Why is a top donor to Marco Rubio increasing his stake in Bayer while others flee?
Yet, it is AEI’s top individual donor noted in the accidental “schedule of contributors” disclosure who is most telling about the private biotech interests guiding the Trump administration’s Venezuela policy. Paul Singer, the controversial billionaire hedge fund manager, has long been a major donor to neoconservative and Zionist causes — helping fund the Foreign Policy Initiative (FPI), the successor to the Project for a New American Century (PNAC); and the neoconservative and islamophobic Foundation for the Defense of Democracies (FDD), in addition to the AEI.
Singer is notably one of the top political donors to Senator Marco Rubio (R-FL) and has been intimately involved in the recent chaos in Venezuela. He has been called one of the architects of the administration’s current regime-change policy, and was the top donor to Rubio’s presidential campaign, as well as a key figure behind the controversial “dossier” on Donald Trump that was compiled by Fusion GPS. Indeed, Singer had been the first person to hire Fusion GPS to do “opposition research” on Trump. However, Singer has largely since evaded much scrutiny for his role in the dossier’s creation, likely because he became a key donor to Trump following his election win in 2016, giving $1 million to Trump’s inauguration fund.

Hedge fund manager Paul Singer has raised millions for a pro-Marco Rubio super PAC. Moritz Hager | World Economic Forum
Singer has a storied history in South America, though he has been relatively quiet about Venezuela. However, a long-time manager of Singer’s hedge fund, Jay Newman, recently told Bloomberg that a Guaidó-led government would recognize that foreign creditors “aren’t the enemy,” and hinted that Newman himself was weighing whether to join a growing “list of bond veterans [that have] already begun staking out positions, anticipating a $60 billion debt restructuring once the U.S.-backed Guaidó manages to oust President Nicolas Maduro and take control.” In addition, the Washington Free Beacon, which is largely funded by Singer, has been a vocal advocate for the Trump administration’s regime-change policy in Venezuela.
Beyond that, Singer’s Elliott Management Corporation gave Roger Noriega, the former assistant secretary of state for Western Hemisphere affairs under Bush, $60,000 in 2007 to lobby on the issue of sovereign debt and for “federal advocacy on behalf of U.S. investors in Latin America.” During the time Noriega was on Singer’s payroll, he wrote articles linking Argentina and Venezuela to Iran’s nonexistent nuclear program. At the time, Singer was aggressively pursuing the government of Argentina in an effort to obtain more money from the country’s prior default on its sovereign debt.
While Singer has been mum himself on Venezuela, he has been making business decisions that have raised eyebrows, such as significantly increasing his stake in Bayer.

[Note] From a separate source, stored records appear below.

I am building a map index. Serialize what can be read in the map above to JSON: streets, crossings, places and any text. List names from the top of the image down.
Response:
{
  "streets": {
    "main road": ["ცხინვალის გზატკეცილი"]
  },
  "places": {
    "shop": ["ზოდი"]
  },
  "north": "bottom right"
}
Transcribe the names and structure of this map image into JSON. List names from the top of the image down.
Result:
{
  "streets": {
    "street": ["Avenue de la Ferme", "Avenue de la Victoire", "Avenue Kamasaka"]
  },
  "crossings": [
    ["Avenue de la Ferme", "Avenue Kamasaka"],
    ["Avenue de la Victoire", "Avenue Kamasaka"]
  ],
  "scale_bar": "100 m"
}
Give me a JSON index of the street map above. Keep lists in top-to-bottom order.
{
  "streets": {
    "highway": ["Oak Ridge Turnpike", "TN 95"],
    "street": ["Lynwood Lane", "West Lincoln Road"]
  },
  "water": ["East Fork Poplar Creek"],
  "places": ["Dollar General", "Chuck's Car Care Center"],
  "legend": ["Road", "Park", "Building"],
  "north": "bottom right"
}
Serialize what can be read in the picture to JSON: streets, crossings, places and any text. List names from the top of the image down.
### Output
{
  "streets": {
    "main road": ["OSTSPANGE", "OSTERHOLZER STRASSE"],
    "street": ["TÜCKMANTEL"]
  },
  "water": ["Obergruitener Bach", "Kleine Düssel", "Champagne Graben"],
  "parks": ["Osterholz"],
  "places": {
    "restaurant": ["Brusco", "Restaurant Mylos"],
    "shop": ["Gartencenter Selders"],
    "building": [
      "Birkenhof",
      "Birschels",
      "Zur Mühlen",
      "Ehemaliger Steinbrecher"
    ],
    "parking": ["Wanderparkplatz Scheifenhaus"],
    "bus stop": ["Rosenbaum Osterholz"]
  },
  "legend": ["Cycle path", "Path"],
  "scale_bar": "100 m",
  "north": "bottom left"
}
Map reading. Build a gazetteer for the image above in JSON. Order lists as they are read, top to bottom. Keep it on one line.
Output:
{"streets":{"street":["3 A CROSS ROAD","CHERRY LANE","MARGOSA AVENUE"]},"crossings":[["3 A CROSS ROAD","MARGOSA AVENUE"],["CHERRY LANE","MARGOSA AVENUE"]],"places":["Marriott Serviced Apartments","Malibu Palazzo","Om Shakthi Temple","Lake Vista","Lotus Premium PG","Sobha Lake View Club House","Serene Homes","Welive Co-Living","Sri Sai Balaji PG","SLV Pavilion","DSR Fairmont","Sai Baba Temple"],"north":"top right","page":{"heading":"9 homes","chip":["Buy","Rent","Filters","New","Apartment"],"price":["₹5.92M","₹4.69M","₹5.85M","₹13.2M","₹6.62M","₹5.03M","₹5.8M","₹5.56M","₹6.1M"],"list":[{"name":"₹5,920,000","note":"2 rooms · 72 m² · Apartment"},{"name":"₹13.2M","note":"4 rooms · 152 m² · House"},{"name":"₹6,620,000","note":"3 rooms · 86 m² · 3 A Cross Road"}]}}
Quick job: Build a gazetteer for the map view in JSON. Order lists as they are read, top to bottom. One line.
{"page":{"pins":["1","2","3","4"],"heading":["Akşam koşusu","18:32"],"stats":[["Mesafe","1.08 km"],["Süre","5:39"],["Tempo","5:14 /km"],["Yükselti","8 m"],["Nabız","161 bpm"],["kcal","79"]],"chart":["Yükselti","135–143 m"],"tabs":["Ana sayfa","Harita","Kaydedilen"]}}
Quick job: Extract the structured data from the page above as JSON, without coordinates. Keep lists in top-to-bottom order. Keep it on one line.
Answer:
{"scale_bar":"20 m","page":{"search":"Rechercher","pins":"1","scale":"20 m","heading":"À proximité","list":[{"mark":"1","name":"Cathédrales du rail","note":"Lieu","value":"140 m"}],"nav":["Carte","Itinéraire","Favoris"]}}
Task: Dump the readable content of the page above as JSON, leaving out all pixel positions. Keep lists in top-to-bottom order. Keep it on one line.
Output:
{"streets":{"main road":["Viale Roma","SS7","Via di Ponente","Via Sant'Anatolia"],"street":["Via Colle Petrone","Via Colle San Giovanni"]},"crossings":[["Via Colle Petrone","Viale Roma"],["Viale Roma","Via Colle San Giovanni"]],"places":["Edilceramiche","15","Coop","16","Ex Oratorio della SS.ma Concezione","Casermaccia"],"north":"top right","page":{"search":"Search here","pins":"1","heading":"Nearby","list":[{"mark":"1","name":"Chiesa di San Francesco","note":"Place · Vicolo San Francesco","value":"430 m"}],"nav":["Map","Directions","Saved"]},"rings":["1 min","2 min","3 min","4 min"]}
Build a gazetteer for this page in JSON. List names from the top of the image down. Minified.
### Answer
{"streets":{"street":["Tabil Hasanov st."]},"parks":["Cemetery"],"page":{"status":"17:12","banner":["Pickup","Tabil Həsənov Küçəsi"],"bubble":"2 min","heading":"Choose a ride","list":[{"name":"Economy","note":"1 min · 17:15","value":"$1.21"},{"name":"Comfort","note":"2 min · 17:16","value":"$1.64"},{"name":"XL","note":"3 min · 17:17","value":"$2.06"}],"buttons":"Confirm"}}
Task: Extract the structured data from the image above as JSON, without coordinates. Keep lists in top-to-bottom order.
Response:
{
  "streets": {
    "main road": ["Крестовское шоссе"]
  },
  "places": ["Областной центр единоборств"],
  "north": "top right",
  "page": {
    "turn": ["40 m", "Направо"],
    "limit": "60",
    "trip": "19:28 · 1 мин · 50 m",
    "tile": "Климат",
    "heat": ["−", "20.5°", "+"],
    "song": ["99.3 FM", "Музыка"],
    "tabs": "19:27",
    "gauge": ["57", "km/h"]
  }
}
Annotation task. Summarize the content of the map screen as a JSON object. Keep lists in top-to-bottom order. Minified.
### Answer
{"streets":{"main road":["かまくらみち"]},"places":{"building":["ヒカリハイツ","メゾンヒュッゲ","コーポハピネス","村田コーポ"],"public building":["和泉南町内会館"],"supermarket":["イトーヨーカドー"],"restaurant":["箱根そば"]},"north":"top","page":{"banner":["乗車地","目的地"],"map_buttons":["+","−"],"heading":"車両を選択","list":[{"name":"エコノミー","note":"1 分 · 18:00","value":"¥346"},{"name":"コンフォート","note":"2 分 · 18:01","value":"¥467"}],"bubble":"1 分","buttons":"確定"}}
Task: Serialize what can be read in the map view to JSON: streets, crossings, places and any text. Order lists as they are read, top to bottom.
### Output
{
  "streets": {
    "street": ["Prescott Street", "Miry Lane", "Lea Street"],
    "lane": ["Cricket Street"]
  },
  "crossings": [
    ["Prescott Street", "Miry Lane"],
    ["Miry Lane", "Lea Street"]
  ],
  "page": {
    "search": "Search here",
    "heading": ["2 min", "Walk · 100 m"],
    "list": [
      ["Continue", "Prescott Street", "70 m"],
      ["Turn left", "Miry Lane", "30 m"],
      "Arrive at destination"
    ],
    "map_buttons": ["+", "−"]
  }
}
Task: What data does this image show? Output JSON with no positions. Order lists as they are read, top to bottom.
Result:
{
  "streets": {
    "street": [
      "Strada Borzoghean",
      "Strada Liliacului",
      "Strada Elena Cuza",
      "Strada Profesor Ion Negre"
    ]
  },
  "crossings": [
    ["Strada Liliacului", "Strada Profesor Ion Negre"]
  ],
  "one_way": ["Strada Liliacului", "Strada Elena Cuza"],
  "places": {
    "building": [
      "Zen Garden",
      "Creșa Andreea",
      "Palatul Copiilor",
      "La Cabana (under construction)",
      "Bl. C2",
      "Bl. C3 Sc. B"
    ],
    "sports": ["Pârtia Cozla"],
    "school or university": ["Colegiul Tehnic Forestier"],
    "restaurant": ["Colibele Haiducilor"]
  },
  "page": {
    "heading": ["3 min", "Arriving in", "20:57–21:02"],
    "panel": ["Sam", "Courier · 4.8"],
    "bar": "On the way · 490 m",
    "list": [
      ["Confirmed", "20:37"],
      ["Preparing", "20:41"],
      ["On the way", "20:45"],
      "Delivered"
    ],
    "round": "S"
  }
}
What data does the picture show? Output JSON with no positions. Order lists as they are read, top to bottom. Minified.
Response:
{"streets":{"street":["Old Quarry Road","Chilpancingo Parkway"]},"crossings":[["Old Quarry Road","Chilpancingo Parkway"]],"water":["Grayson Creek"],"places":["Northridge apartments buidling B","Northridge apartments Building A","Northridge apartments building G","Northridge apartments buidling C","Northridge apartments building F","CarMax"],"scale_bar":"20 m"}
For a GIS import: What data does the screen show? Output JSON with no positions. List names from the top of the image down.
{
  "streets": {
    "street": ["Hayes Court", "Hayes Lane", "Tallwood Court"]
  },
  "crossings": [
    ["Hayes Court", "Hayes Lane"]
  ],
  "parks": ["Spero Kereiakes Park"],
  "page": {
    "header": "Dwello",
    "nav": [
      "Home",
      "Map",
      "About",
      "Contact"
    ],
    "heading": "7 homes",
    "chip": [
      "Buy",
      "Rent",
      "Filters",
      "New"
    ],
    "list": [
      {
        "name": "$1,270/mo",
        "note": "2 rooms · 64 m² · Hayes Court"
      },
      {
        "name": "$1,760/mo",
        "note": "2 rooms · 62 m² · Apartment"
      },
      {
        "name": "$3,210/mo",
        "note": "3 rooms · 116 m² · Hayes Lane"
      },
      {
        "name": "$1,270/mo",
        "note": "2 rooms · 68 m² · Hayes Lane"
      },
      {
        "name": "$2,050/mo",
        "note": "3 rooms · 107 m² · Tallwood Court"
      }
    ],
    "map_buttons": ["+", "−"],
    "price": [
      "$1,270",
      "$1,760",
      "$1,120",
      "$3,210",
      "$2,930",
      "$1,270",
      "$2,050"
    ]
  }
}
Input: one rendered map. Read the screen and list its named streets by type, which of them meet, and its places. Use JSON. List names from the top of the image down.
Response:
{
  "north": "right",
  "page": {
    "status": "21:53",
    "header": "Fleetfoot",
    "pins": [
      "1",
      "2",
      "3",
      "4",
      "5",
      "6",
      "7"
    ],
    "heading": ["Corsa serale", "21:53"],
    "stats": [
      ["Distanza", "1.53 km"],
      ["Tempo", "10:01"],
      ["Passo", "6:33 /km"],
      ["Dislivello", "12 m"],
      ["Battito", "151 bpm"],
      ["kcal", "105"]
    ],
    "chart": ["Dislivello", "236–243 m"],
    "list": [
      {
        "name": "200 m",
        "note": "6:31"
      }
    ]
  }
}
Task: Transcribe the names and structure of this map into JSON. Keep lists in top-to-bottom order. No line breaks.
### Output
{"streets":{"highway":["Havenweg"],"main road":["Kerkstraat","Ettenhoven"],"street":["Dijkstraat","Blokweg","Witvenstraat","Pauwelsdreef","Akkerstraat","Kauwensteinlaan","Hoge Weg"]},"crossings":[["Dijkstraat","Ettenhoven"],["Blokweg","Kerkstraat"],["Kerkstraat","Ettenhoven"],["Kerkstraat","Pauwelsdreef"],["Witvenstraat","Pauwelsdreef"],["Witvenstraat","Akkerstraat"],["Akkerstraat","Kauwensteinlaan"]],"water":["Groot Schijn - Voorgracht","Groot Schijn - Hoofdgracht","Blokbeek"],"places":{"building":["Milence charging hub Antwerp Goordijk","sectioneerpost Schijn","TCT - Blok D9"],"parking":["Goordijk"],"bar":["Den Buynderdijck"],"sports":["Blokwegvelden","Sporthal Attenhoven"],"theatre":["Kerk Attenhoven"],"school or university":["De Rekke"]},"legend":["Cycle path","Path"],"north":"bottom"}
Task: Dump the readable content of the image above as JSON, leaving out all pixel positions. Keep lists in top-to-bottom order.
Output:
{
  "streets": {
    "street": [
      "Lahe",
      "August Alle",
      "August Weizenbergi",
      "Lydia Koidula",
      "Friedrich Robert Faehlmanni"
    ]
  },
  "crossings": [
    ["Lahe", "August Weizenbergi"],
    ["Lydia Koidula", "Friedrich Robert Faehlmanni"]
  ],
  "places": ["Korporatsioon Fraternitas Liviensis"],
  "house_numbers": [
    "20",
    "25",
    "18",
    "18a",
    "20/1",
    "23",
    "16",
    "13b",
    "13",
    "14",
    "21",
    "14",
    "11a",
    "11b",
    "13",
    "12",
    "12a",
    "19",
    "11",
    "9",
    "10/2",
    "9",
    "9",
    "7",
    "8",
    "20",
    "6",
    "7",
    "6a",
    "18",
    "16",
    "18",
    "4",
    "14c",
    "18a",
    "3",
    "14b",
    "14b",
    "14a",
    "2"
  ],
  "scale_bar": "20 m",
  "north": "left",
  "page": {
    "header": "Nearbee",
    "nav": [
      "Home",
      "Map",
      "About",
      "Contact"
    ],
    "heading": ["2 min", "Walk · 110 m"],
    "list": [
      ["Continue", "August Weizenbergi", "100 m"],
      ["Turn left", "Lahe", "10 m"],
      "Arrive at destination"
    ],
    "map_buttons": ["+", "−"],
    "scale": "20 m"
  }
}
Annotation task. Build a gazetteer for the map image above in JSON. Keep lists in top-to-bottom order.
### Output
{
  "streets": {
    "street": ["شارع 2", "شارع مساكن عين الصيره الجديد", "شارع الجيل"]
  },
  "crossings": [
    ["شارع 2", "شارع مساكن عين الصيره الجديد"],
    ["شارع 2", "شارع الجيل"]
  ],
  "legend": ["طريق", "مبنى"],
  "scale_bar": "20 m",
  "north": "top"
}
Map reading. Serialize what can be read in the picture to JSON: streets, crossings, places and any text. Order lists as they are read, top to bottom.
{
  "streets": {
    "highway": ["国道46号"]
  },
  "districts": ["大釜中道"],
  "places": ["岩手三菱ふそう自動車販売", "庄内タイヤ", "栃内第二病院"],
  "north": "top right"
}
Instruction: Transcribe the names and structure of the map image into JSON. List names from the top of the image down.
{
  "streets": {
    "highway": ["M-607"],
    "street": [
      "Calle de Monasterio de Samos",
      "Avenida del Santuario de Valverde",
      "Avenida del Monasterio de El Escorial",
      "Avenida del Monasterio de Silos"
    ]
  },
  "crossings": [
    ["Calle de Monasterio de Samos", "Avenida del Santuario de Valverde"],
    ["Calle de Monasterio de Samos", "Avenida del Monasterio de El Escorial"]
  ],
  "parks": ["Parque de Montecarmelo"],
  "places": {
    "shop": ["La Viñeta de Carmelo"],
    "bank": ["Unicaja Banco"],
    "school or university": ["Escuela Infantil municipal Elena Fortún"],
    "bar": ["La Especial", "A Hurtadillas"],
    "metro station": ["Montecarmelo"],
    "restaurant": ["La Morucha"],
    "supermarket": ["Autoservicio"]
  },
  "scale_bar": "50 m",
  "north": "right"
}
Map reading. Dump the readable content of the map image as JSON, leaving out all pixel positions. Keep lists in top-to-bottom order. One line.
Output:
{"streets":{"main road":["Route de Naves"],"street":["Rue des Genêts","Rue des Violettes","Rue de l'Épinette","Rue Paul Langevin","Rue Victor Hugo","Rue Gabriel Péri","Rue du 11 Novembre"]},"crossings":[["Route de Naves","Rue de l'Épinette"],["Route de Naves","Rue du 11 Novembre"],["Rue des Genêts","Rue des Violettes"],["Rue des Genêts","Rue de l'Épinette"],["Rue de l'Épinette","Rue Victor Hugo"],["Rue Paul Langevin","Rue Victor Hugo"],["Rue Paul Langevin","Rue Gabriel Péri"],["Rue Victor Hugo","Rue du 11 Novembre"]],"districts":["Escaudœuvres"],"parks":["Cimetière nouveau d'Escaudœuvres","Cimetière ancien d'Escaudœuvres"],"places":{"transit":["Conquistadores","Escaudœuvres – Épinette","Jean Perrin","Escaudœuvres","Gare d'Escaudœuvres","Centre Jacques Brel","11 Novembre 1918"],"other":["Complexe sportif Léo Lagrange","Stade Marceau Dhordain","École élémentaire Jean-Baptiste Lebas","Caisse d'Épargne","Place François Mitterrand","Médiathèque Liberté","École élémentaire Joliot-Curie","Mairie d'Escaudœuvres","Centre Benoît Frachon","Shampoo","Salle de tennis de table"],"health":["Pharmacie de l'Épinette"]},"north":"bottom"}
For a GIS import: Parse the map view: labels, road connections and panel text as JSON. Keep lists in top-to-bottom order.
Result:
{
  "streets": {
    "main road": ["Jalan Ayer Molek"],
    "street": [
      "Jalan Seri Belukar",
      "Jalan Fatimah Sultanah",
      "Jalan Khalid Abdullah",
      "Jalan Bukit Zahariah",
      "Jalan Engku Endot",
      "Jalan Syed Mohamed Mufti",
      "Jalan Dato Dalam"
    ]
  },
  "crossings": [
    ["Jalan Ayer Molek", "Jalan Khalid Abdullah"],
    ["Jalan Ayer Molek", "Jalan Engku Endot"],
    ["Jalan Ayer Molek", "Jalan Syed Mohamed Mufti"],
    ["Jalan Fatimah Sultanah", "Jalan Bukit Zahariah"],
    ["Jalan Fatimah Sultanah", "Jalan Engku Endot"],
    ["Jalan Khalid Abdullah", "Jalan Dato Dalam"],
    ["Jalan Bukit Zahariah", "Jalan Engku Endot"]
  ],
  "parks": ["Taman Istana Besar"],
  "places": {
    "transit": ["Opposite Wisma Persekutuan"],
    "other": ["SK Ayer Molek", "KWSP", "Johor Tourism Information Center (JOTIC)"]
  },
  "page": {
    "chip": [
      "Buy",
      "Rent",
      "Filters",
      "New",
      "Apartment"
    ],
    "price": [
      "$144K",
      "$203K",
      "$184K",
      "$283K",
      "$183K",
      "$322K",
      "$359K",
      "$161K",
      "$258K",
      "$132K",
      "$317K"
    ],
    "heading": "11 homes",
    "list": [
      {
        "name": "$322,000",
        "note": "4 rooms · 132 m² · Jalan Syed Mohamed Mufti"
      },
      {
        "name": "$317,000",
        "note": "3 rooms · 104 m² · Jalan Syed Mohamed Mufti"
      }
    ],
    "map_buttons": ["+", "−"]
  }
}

This move seems at odds with Bayer’s financial troubles, a direct result of the slew of court cases regarding the link between Monsanto’s glyphosate and cancer. The first ruling that signaled trouble for Monsanto and its new parent company Bayer took place last August, but Singer increased his stake in the company starting last December, even though it was already clear by then that Bayer’s financial troubles in relation to the glyphosate court cases were only beginning.
Since the year began, Bayer’s problems with the Monsanto merger have only worsened, with Bayer’s CEO recently stating that the lawsuits had “massively affected” the company’s stock prices and financial performance.
Forcing open a new market for RoundUp
Part of Singer’s interest in Bayer may relate to Venezuela, given that Juan Guaido’s “Plan País” to “rescue” the Venezuelan economy includes a focus on the country’s agricultural sector. Notably, prior to and under Chavismo, agricultural productivity and investment in the agricultural sector took a backseat to oil production, resulting in under 25 percent of Venezuelan land being used for agricultural purposes despite the fact that the nation has a wealth of arable land. The result has been that Venezuela needs to import much of its food from abroad, most of which originate in Colombia or the United States.
Under Chávez and his successor, Maduro, there has been a renewed focus on small-scale farming, food sovereignty and organic agriculture. However, if Maduro is ousted and Guaidó moves to implement his “Plan País,” the opposition’s coziness with foreign corporations, the interests of U.S. coup architects in Bayer/Monsanto, and the opposition’s past efforts to overturn the GM seed ban all suggest that a new market for Bayer/Monsanto products — particularly glyphosate — will open up.
South America has long been a key market for Monsanto and — as the company’s problems began to mount prior to the merger with Bayer — it became a lifeline for the company due to less stringent environmental and consumer regulations than many Western countries. In recent years, when South American governments have opened their countries to more “market-friendly” policies in their agricultural sectors, Monsanto has made millions.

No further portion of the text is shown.